This task requires every entry to be set down again exactly.

_Provided information_
#####

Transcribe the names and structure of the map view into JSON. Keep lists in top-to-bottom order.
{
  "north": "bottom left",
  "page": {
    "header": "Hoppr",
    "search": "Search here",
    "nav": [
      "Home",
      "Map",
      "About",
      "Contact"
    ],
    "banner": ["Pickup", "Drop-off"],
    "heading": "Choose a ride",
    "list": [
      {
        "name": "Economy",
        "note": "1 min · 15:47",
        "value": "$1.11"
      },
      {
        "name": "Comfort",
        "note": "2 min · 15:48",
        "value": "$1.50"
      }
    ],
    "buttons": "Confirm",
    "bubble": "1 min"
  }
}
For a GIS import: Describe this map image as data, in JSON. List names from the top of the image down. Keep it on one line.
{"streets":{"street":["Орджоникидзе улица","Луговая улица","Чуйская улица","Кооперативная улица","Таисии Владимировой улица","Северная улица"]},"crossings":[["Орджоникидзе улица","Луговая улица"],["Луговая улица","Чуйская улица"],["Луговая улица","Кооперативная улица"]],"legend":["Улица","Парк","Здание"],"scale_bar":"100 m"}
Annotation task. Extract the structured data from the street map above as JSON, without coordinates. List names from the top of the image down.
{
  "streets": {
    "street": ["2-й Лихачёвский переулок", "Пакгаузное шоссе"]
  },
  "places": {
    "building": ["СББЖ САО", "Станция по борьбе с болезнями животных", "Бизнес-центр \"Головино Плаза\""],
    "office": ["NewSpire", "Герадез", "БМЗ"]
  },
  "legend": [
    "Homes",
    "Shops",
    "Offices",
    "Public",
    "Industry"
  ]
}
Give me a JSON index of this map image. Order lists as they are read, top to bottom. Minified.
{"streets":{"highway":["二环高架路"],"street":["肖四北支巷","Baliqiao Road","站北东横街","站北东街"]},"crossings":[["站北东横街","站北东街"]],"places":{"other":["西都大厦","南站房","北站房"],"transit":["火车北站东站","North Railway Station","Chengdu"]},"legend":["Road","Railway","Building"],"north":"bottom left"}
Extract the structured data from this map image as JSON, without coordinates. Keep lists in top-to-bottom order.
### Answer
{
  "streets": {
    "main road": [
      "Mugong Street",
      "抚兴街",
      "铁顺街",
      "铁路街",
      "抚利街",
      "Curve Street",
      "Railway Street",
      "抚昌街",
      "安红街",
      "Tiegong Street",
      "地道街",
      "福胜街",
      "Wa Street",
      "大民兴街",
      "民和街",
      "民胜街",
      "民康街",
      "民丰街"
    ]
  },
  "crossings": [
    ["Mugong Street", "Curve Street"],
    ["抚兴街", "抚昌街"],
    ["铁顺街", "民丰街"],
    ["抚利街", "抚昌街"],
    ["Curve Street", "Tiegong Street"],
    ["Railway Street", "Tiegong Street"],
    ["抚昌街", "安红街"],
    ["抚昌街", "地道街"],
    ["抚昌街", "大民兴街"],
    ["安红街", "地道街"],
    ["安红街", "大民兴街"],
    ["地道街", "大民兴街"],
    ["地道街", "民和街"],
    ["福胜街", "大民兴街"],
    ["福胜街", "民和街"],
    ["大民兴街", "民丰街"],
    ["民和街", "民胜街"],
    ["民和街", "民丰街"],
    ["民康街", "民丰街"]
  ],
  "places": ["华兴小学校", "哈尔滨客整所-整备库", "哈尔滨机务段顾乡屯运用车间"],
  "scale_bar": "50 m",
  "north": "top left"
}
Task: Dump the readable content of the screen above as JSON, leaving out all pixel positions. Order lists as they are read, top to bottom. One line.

#####

_Answer for this exercise_
Transcribe the names and structure of the map view into JSON. Keep lists in top-to-bottom order.
{
  "north": "bottom left",
  "page": {
    "header": "Hoppr",
    "search": "Search here",
    "nav": [
      "Home",
      "Map",
      "About",
      "Contact"
    ],
    "banner": ["Pickup", "Drop-off"],
    "heading": "Choose a ride",
    "list": [
      {
        "name": "Economy",
        "note": "1 min · 15:47",
        "value": "$1.11"
      },
      {
        "name": "Comfort",
        "note": "2 min · 15:48",
        "value": "$1.50"
      }
    ],
    "buttons": "Confirm",
    "bubble": "1 min"
  }
}
For a GIS import: Describe this map image as data, in JSON. List names from the top of the image down. Keep it on one line.
{"streets":{"street":["Орджоникидзе улица","Луговая улица","Чуйская улица","Кооперативная улица","Таисии Владимировой улица","Северная улица"]},"crossings":[["Орджоникидзе улица","Луговая улица"],["Луговая улица","Чуйская улица"],["Луговая улица","Кооперативная улица"]],"legend":["Улица","Парк","Здание"],"scale_bar":"100 m"}
Annotation task. Extract the structured data from the street map above as JSON, without coordinates. List names from the top of the image down.
{
  "streets": {
    "street": ["2-й Лихачёвский переулок", "Пакгаузное шоссе"]
  },
  "places": {
    "building": ["СББЖ САО", "Станция по борьбе с болезнями животных", "Бизнес-центр \"Головино Плаза\""],
    "office": ["NewSpire", "Герадез", "БМЗ"]
  },
  "legend": [
    "Homes",
    "Shops",
    "Offices",
    "Public",
    "Industry"
  ]
}
Give me a JSON index of this map image. Order lists as they are read, top to bottom. Minified.
{"streets":{"highway":["二环高架路"],"street":["肖四北支巷","Baliqiao Road","站北东横街","站北东街"]},"crossings":[["站北东横街","站北东街"]],"places":{"other":["西都大厦","南站房","北站房"],"transit":["火车北站东站","North Railway Station","Chengdu"]},"legend":["Road","Railway","Building"],"north":"bottom left"}
Extract the structured data from this map image as JSON, without coordinates. Keep lists in top-to-bottom order.
### Answer
{
  "streets": {
    "main road": [
      "Mugong Street",
      "抚兴街",
      "铁顺街",
      "铁路街",
      "抚利街",
      "Curve Street",
      "Railway Street",
      "抚昌街",
      "安红街",
      "Tiegong Street",
      "地道街",
      "福胜街",
      "Wa Street",
      "大民兴街",
      "民和街",
      "民胜街",
      "民康街",
      "民丰街"
    ]
  },
  "crossings": [
    ["Mugong Street", "Curve Street"],
    ["抚兴街", "抚昌街"],
    ["铁顺街", "民丰街"],
    ["抚利街", "抚昌街"],
    ["Curve Street", "Tiegong Street"],
    ["Railway Street", "Tiegong Street"],
    ["抚昌街", "安红街"],
    ["抚昌街", "地道街"],
    ["抚昌街", "大民兴街"],
    ["安红街", "地道街"],
    ["安红街", "大民兴街"],
    ["地道街", "大民兴街"],
    ["地道街", "民和街"],
    ["福胜街", "大民兴街"],
    ["福胜街", "民和街"],
    ["大民兴街", "民丰街"],
    ["民和街", "民胜街"],
    ["民和街", "民丰街"],
    ["民康街", "民丰街"]
  ],
  "places": ["华兴小学校", "哈尔滨客整所-整备库", "哈尔滨机务段顾乡屯运用车间"],
  "scale_bar": "50 m",
  "north": "top left"
}
Task: Dump the readable content of the screen above as JSON, leaving out all pixel positions. Order lists as they are read, top to bottom. One line.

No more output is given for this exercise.